Des conseillers nationaux proches des milieux évangéliques comme Eric Nussbaumer (PS), Marianne Streiff (PEV), Laurent Wehrli (PLR) ou Erich von Siebenthal (UDC) ont voté en faveur de l’entrée en matière. Andrea Geissbühler (UDC) n’est pas entrée en matière. Andreas Gafner, unique conseiller national de l’UDF, n’a pas participé au vote.
Le « délit de solidarité » toujours criminalisé
En conséquence, les personnes, pasteurs et prêtres compris, qui viennent en aide à des déboutés du droit d’asile en détresse, continueront à être condamnés par la justice, comme l’a été le pasteur Norbert Valley le 15 août 2018. A cette date, la justice neuchâteloise l’a condamné par une ordonnance pénale à 1000 francs d’amende avec sursis et 250 francs de frais de justice pour avoir donné à manger et hébergé un Togolais débouté de l’asile. Le recours du pasteur Valley sera jugé le 12 mars au Tribunal de police de La Chaux-de-Fonds.

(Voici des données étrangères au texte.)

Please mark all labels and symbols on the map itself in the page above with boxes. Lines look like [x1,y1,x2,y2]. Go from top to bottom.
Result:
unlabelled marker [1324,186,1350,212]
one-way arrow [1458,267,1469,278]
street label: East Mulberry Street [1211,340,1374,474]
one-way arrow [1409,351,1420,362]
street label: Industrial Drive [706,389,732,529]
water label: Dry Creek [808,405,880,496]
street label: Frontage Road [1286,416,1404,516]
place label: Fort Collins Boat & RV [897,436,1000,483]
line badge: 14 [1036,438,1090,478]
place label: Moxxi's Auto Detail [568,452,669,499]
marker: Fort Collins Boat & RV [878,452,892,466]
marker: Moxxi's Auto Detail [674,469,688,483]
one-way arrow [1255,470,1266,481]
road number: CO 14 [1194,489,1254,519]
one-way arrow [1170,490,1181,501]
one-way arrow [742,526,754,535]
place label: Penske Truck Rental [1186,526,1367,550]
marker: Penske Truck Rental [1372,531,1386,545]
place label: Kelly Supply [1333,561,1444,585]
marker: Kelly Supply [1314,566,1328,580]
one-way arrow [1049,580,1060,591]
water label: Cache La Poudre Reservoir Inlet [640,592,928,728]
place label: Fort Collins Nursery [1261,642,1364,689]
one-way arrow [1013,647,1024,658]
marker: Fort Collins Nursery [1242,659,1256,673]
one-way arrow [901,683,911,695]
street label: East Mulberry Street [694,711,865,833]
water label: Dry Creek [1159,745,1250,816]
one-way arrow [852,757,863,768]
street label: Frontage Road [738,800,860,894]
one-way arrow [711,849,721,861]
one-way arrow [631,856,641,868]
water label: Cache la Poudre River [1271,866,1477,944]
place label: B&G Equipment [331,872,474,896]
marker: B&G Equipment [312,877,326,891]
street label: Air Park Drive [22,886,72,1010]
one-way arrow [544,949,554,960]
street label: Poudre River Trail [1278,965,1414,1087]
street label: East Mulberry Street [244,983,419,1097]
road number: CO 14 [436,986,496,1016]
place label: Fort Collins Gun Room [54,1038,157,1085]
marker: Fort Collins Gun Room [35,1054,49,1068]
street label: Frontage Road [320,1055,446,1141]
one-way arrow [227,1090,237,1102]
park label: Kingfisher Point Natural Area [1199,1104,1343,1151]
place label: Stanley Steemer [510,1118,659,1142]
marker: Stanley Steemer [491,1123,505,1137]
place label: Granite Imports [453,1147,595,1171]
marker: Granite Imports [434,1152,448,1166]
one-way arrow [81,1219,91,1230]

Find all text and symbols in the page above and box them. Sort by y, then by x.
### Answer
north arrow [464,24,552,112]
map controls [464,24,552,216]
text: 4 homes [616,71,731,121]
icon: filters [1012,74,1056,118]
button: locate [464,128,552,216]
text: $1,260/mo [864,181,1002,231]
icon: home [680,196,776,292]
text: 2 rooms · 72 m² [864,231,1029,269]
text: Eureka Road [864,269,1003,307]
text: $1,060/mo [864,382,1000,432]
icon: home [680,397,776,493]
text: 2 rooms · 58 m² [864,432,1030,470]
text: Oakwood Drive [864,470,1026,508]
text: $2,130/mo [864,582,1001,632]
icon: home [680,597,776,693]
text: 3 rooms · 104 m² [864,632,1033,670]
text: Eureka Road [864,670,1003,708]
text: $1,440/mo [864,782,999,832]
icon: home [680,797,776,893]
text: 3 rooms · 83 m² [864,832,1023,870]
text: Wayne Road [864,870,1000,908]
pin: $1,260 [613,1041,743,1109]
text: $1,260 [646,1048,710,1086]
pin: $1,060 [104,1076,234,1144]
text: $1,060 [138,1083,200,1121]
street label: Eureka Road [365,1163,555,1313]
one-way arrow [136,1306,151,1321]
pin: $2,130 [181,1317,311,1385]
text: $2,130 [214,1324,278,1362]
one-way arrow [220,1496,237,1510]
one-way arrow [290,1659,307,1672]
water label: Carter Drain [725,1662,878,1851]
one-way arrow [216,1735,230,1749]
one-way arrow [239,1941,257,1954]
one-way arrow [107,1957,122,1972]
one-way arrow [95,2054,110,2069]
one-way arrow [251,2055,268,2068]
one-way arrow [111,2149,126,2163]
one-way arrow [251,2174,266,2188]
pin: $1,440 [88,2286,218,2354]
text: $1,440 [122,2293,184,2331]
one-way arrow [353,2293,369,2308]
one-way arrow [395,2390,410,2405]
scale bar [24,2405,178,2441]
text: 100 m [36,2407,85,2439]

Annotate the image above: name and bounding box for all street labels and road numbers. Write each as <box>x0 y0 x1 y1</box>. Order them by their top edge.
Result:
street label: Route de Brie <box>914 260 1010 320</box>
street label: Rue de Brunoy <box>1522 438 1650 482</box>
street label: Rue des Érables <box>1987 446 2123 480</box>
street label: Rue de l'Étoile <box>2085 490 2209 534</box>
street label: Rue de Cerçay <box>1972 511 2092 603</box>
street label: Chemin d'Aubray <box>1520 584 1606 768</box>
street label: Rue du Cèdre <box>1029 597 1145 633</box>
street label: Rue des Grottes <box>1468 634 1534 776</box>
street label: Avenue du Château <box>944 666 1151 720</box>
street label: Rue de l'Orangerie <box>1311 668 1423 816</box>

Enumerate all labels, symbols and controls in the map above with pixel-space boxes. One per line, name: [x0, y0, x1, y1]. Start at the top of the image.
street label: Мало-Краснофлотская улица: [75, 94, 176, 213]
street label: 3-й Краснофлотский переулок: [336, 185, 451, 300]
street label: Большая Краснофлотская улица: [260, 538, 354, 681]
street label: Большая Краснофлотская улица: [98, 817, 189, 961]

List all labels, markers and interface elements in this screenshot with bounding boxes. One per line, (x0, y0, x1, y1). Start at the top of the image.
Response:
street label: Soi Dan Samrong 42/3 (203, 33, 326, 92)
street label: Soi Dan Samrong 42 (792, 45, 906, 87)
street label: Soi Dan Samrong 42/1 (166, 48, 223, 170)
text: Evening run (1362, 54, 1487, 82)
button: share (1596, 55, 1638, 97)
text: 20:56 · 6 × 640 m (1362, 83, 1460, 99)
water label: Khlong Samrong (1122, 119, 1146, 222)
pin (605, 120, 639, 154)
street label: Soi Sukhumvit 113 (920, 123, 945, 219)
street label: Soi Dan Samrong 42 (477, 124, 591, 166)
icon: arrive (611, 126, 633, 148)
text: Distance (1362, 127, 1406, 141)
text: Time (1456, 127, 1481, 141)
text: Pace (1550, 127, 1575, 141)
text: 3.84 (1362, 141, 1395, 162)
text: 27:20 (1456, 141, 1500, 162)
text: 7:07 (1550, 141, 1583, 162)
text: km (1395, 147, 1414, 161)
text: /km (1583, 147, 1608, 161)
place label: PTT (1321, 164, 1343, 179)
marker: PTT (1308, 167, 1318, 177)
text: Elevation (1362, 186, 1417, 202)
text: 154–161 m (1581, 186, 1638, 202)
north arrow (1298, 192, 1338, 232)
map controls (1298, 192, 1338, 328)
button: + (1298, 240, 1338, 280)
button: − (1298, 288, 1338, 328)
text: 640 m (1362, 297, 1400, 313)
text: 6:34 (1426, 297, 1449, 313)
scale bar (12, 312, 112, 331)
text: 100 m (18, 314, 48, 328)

« Un résultat pas si mauvais ! » pour Lisa Mazzone
« Le résultat du vote n’est pas si mauvais », commente l’auteur de l’initiative parlementaire, Lisa Mazzone, qui peine, tout de même, à cacher sa déception. 102 conseillers nationaux contre 89. « Voilà deux ans que la discussion a lieu autour de plusieurs cas concrets et la mobilisation a été rare tant du côté des Eglises que de la société civile. » Celle qui est aujourd’hui conseillère aux Etats du canton de Genève souhaite que la médiatisation des personnes amendées par la justice pour « délit de solidarité » continue. « Cela fera peut-être évoluer la jurisprudence. »
Dans un deuxième temps, elle envisage de revenir avec cette question devant le parlement. Notamment pour obtenir plus de clarté sur les statistiques qui indiquent qu’en 2018 900 personnes ont été condamnées via l’article 116 de la Loi sur les étrangers, sans que cela soit motivé par du trafic d’êtres humains. « Des gens sont condamnés à des amendes pour motif de solidarité, mais aussi pour des raisons familiales, conjugales ou communautaires. Cela devrait être clarifié », a-t-elle ajouté.
« Notre société se déshumanise… Il y a de quoi prier ! »
« Cette décision m’attriste profondément, a confié Norbert Valley à lafree.info. Comme on avait coutume de le dire dans le Jura de mon enfance : ‘La lutte n’est pas finie. Ce n’est qu’un début. Continuons le combat !’ » Le pasteur de la FREE se réjouit des parlementaires de droite qui ont su quitter une logique de groupes pour valoriser le respect d’actions mues par la conscience. « Je suis particulièrement déçu par Gerhard Pfister, le président du PDC, un parti dont on peut, pour moi, sans autre ôter le C de chrétien ! » Dans la suite de son ministère, Norbert Valley va s’engager davantage aux côtés de ceux qui combattent en Suisse en faveur du respect des droits humains. « Notre société se déshumanise et c’est grave ! Il y a de quoi prier ! » a-t-il lancé.